J’étais encore une ado quand l’ayatollah Khomeini a lancé sa fatwa contre Salman Rushdie en 1989, après la publication de son roman Les versets sataniques. Je ne connaissais rien ni de l’un ni de l’autre, et je ne savais même pas ce que c’était, une fatwa. Mais je me souviens d’avoir trouvé profondément arriéré qu’on veuille tuer un écrivain pour un livre.

Tuer pour une fiction, ça ne me rentrera jamais dans la tête. Mais on peut aujourd’hui se faire couper la tête pour seulement avoir essayé d’expliquer ça dans une classe, comme c’est arrivé en France au professeur Samuel Paty.

L’affaire Rushdie ne m’avait pas tant marquée à l’époque, parce que l’atmosphère était autre. La même année, le mur de Berlin tombait, et la démocratie allait se répandre partout sur la planète – du moins, c’est ce que beaucoup de gens naïfs ont cru, moi la première. Enfin, les écrivains maudits, ça n’existait plus vraiment, sauf dans nos fantasmes un peu romantiques.

Comment pouvait-on prévoir les attentats du 11 septembre 2001 et, 20 ans plus tard, la débandade américaine en Afghanistan, où sont de retour les talibans et les burqas ?

Avec le temps, on avait fini par espérer que la fatwa de Khomeini soit un peu tombée dans l’oubli. Trente-trois ans plus tard, il a fallu qu’un illuminé, de retour d’un voyage au Liban, prenne au pied de la lettre ce lointain appel au meurtre et agresse l’écrivain lors d’une conférence à Chautauqua, dans l’État de New York. Heureusement, Salman Rushdie a survécu, mais il pourrait vivre avec les séquelles permanentes de cette tentative d’assassinat. Tout ça pour un roman publié en 1988 que la plupart de ses ennemis n’ont jamais lu.

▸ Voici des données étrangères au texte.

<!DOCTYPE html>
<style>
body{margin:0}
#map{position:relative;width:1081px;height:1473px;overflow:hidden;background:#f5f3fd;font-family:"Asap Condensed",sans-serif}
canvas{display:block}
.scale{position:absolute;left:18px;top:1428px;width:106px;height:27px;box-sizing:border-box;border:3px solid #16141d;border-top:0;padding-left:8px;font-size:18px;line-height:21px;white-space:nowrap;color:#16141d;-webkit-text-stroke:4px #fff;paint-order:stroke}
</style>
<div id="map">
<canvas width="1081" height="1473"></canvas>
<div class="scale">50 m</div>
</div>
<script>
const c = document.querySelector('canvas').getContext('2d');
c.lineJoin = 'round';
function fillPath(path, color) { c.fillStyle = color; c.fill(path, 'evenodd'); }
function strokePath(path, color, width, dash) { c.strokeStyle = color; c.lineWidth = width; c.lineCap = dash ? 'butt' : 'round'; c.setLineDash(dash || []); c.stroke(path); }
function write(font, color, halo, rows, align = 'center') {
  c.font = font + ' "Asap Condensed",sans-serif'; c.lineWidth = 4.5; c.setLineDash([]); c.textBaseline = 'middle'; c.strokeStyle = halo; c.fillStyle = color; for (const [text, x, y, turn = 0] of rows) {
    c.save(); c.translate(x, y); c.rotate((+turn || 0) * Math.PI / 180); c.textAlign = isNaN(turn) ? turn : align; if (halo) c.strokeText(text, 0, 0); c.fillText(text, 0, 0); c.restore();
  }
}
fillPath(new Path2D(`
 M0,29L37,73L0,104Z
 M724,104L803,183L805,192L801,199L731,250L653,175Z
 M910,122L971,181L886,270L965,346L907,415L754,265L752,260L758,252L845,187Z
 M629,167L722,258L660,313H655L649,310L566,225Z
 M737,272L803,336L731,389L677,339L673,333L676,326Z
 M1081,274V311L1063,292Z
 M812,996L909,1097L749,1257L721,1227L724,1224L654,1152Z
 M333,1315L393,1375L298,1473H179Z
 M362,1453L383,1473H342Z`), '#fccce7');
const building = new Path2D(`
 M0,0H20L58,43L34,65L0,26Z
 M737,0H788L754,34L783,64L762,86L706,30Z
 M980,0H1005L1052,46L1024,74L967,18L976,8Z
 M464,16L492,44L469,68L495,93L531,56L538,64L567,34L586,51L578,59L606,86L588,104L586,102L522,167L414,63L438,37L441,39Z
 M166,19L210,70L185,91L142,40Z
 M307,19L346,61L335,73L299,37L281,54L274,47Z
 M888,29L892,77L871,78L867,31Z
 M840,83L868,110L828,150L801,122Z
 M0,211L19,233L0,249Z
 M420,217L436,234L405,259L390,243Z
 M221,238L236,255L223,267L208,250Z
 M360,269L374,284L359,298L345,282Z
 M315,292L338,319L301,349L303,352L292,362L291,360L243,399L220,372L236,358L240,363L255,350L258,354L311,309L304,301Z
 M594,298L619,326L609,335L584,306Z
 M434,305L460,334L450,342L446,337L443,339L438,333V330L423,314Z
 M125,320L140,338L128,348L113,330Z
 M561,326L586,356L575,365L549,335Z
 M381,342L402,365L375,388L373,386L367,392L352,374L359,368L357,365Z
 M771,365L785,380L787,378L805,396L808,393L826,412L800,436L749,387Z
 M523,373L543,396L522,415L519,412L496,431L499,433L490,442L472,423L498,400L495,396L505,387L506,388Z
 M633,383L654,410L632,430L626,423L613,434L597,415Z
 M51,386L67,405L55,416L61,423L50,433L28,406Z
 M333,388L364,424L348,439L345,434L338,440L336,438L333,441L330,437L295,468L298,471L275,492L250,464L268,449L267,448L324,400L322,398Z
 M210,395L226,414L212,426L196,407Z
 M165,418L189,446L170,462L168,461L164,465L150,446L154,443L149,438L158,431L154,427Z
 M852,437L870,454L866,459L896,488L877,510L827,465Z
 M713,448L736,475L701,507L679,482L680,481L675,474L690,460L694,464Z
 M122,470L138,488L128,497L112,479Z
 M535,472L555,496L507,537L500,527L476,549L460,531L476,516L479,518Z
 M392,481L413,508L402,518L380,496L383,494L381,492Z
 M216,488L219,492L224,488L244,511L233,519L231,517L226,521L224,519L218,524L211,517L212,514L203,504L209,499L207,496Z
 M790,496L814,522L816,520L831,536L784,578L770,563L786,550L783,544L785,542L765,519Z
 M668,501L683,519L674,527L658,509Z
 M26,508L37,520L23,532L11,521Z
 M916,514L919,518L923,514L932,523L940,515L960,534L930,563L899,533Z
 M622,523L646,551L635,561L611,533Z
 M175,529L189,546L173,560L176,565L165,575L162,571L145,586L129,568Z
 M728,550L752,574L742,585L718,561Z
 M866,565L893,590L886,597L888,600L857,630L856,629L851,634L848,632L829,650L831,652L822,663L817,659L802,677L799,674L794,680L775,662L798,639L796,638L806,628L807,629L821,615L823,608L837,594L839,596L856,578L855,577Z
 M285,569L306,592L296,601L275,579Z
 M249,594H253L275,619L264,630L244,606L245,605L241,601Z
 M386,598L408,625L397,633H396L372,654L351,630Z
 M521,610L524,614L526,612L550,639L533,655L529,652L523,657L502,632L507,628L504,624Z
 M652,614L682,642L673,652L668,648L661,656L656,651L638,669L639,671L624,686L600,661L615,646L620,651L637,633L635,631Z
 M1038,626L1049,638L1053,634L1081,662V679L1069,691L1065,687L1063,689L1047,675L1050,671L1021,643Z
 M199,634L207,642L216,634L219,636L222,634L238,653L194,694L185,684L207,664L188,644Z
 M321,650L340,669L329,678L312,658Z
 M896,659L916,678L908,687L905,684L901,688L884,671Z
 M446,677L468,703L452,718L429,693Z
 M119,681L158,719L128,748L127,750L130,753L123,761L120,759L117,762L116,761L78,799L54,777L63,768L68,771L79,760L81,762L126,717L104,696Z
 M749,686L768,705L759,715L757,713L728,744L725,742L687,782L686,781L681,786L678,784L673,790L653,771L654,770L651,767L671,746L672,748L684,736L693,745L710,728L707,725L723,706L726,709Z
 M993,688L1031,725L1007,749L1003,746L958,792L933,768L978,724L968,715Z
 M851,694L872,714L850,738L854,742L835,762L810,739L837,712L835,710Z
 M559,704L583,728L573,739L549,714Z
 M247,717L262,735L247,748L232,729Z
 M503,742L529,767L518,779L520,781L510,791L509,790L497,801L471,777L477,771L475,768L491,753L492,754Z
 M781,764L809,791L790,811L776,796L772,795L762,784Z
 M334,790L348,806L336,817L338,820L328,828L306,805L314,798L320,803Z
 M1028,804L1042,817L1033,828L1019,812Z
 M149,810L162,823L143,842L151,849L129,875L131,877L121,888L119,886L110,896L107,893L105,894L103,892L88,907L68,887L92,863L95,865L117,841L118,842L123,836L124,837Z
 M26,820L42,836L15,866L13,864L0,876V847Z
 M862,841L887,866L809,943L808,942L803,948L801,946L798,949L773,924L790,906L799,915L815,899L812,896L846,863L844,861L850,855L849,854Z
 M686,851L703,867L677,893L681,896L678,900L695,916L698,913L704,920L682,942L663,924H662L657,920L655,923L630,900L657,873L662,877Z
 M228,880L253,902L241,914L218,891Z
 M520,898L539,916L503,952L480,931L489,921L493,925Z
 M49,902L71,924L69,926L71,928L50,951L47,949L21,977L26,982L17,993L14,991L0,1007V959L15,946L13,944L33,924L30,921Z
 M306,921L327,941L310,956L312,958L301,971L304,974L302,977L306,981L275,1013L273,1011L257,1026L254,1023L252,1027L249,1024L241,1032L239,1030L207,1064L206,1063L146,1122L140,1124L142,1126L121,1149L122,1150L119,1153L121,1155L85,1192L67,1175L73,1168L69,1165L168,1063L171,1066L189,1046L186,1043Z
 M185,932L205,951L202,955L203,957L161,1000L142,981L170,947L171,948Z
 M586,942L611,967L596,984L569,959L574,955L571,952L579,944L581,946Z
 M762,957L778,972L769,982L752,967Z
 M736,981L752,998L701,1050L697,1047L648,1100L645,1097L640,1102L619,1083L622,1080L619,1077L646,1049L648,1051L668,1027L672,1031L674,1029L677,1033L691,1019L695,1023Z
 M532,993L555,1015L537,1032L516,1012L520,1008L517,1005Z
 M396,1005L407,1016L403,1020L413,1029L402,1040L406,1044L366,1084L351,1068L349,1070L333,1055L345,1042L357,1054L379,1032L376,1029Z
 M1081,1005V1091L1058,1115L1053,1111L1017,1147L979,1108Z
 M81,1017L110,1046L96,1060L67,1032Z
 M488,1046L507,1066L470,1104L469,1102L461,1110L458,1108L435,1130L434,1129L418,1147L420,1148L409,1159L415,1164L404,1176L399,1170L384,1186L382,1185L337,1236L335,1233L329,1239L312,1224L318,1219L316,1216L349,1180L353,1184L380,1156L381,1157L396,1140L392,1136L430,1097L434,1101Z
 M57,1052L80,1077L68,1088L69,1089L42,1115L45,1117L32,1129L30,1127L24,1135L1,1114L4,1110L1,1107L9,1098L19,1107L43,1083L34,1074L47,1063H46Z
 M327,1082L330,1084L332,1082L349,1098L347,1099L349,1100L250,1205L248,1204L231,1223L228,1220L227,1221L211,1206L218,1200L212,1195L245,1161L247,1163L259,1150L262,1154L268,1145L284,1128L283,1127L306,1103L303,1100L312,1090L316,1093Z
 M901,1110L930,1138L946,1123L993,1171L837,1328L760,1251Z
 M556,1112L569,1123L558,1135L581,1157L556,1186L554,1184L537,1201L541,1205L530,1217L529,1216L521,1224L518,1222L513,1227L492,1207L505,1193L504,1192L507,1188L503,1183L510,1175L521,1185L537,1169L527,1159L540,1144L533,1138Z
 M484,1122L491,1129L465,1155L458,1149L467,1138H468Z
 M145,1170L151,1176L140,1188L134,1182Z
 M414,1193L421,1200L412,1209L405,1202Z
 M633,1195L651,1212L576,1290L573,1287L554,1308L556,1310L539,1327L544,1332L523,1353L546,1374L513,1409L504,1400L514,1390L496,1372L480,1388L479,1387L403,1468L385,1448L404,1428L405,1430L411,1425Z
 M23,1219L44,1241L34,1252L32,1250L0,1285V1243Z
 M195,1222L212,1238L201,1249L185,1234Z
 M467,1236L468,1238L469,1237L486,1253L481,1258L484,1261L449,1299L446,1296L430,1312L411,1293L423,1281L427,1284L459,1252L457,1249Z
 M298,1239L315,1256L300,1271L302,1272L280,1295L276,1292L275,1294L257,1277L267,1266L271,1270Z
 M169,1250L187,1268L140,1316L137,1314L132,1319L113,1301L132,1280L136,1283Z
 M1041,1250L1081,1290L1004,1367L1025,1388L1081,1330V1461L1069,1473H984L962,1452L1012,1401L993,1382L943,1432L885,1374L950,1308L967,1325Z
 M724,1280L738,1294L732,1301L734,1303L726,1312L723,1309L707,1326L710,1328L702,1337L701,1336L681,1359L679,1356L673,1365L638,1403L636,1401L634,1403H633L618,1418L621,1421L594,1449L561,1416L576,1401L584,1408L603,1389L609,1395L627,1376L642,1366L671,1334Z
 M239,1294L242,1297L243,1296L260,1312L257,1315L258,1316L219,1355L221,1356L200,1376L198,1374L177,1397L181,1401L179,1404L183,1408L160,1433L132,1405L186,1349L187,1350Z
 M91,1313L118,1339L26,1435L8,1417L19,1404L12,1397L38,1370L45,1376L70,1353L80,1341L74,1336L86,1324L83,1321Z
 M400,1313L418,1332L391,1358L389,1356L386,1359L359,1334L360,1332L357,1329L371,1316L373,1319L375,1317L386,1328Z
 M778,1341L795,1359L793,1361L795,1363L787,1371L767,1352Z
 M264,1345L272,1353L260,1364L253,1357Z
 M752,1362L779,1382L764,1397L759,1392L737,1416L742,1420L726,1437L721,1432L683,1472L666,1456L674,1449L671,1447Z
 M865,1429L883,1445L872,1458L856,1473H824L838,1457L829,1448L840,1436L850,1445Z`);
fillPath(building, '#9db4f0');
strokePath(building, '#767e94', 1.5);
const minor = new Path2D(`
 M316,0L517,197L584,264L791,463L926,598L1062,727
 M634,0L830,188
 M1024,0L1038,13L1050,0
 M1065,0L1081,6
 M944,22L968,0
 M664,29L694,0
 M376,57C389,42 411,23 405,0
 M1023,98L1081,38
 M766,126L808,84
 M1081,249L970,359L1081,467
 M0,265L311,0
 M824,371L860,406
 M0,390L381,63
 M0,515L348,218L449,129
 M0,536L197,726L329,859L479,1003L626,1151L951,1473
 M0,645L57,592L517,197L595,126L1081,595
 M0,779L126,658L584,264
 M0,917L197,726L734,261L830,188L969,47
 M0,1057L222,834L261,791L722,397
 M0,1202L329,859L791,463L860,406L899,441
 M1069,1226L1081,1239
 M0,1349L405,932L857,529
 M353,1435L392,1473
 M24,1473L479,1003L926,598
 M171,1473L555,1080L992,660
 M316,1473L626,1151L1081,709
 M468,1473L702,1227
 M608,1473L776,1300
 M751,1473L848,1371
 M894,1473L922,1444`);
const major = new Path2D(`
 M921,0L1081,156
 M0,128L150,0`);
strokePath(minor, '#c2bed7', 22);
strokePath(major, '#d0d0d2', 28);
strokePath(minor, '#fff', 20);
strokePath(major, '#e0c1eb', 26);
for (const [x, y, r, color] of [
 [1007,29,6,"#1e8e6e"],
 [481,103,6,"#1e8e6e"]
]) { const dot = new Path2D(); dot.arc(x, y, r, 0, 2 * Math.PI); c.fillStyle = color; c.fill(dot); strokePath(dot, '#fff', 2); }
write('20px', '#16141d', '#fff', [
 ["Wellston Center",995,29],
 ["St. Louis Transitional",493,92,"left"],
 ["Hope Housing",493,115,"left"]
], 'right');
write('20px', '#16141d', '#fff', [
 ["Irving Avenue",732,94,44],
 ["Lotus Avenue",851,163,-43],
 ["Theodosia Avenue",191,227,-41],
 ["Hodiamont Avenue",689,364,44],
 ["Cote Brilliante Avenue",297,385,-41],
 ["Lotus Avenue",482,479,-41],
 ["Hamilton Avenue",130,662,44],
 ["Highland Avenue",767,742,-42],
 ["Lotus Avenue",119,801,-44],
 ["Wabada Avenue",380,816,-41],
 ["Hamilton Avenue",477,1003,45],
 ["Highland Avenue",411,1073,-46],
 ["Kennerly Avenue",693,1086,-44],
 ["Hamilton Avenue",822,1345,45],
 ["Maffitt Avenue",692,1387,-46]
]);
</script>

Salman Rushdie a courageusement bravé les menaces pendant des décennies en refusant de se taire, en poursuivant son œuvre couronnée des prix les plus prestigieux – car il n’est certes pas seulement l’auteur des Versets sataniques – et son engagement pour la liberté d’expression.

Difficile de ne pas faire de liens avec l’attentat de Charlie Hebdo, qui a fait 12 morts en 2015. Le journal satirique français est devenu une cible des islamistes quand il a publié en 2006 les caricatures de Mahomet du journal danois Jyllands-Posten.

On se dit que, les terroristes ayant réussi à décimer la salle de rédaction, il n’y avait plus de cible, mais la même année se sont produits les attentats du 13-Novembre, encore plus meurtriers, comme s’il fallait punir cette société qui avait dit « Je suis Charlie ».

Mais pas tout le monde était Charlie ; certains ont même trouvé que les dessinateurs avaient cherché leur mort. Parmi eux, des intellectuels qui semblaient scier sans s’en rendre compte la branche sur laquelle ils sont assis.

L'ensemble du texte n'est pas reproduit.